Parents and grandparents are more likely to save into a boy's pension than a girl's, according to data from HM Revenue & Customs.
The figures, obtained by Hargreaves Lansdown through a Freedom of Information request, showed that 13,000 girls aged 15 or under had money paid into a pension for them in 2016/17, which compared with 20,000 boys.
Nathan Long, senior analyst at Hargreaves Lansdown, noted the data indicated that the gender pension gap could be starting from birth.
He said: “Whilst women’s paltry pension savings are rightly blamed on the gender pay gap and their greater role in looking after the family, there is another villain in the piece.
“It’s counter intuitive that there are more pensions for boys as women earn less, take more career breaks, and yet have longer retirements, so need more in their pension.
“It’s unclear why this discrepancy exists, although it could be because gifting has come in part from a generation of baby boomers where men are typically more likely to have the lion’s share of pension in retirement.”

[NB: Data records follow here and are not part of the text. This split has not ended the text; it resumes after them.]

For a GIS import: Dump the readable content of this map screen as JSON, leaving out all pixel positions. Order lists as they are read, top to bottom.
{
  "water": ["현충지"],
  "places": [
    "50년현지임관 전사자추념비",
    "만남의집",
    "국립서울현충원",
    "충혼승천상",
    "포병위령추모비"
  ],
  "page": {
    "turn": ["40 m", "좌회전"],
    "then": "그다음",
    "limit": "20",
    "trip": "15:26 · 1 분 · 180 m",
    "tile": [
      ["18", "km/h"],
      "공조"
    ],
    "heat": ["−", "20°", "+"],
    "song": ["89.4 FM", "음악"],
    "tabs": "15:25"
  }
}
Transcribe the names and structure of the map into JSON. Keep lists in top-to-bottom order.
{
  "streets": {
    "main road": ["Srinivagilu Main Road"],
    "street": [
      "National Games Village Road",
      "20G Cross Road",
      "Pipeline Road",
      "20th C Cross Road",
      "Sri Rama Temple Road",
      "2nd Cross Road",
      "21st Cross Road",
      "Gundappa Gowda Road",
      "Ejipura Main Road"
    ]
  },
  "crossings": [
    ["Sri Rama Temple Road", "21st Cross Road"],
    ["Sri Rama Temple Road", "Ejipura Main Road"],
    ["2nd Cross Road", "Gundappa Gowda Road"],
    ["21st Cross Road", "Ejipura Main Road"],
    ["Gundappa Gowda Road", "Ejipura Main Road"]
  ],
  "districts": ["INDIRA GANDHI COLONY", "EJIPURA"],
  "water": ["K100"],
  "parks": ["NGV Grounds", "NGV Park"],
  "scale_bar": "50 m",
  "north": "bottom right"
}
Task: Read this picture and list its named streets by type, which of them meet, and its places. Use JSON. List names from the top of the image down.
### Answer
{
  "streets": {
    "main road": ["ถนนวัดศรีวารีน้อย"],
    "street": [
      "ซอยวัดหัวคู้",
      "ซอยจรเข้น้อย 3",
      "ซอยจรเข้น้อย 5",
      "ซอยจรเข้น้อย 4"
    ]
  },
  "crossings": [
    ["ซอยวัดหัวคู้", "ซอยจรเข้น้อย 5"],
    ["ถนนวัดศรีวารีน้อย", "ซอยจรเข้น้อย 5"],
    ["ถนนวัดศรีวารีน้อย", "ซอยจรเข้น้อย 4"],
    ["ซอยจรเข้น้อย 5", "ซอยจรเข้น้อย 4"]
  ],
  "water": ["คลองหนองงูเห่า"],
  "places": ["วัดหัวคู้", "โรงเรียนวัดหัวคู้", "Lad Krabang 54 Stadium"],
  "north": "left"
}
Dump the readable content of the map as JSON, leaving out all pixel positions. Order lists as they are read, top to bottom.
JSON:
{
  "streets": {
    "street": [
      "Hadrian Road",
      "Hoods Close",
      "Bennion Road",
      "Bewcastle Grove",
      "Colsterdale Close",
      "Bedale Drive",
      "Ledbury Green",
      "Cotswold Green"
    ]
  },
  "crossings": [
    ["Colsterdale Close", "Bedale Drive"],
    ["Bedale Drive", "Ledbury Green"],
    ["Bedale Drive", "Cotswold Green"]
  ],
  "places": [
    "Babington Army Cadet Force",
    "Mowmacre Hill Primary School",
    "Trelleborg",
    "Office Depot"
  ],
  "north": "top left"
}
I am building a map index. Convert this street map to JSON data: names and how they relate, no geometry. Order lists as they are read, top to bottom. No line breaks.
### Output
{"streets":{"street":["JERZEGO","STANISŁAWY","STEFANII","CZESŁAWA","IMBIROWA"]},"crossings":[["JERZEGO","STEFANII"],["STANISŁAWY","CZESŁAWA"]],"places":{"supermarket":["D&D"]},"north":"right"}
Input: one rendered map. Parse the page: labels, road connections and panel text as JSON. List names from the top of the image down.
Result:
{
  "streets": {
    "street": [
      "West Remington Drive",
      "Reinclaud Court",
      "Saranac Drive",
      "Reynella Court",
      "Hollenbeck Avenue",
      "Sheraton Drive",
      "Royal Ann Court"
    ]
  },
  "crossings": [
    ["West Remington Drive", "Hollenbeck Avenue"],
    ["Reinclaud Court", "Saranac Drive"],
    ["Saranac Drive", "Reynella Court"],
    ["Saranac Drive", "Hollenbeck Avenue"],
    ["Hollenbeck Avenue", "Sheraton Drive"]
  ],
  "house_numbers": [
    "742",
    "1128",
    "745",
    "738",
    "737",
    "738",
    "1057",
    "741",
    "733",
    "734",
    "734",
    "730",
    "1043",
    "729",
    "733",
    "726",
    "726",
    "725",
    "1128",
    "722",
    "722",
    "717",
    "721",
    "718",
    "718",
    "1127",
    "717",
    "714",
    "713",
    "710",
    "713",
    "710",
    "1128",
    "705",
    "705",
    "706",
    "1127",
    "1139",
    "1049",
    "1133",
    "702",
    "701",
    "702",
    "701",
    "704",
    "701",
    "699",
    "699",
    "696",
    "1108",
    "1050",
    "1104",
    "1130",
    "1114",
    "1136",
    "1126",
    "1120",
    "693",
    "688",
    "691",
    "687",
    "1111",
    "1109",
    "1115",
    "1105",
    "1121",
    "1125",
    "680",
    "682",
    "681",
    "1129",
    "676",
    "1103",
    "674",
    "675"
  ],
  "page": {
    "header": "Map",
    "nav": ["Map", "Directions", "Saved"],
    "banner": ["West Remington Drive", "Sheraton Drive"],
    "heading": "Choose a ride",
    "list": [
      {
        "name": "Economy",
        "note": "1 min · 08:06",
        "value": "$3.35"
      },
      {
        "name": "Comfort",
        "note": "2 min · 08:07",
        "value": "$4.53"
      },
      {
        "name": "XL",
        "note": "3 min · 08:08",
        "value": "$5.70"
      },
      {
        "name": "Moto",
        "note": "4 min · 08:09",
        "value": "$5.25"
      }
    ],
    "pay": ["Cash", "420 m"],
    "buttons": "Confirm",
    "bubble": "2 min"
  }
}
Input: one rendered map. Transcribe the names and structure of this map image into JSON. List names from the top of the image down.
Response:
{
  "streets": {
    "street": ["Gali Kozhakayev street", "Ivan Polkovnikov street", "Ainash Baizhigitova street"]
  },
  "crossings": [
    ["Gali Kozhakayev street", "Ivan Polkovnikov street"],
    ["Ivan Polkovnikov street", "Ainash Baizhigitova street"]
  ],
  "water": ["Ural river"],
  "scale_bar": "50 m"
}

According to data from union Prospect, the pensions gender gap increased to 39.9 per cent in 2017/18, representing a gap in retirement income of £7,000 between women and men.
Calculations from Hargreaves Lansdown showed that contributing just £100 per month until the child reaches age 18 can boost their pension by £130,000 by the time they reach retirement, while amounting to a cost of only £21,600 plus tax relief of £5,400, the firm stated.
Mr Long said: “Saving from a young age can give a huge boost to your pension at retirement, providing the possibility of early retirement which in the future will be all but extinct.
“It also takes the pressure off people having to save more for their retirement during the early years of their career, when pennies are often tight.”
Current rules allow individuals without any earnings to pay up to £2,880 every year into a pension and receive 20 per cent tax relief (up to £720), including children.
This means it's possible for parents and grandparents to pay into a plan on a child’s behalf, and pensions can be set up with contributions from as little as £20 per month.
Once in the pension, the money can grow free of capital gains tax and can be drawn from the age of 55 under current rules.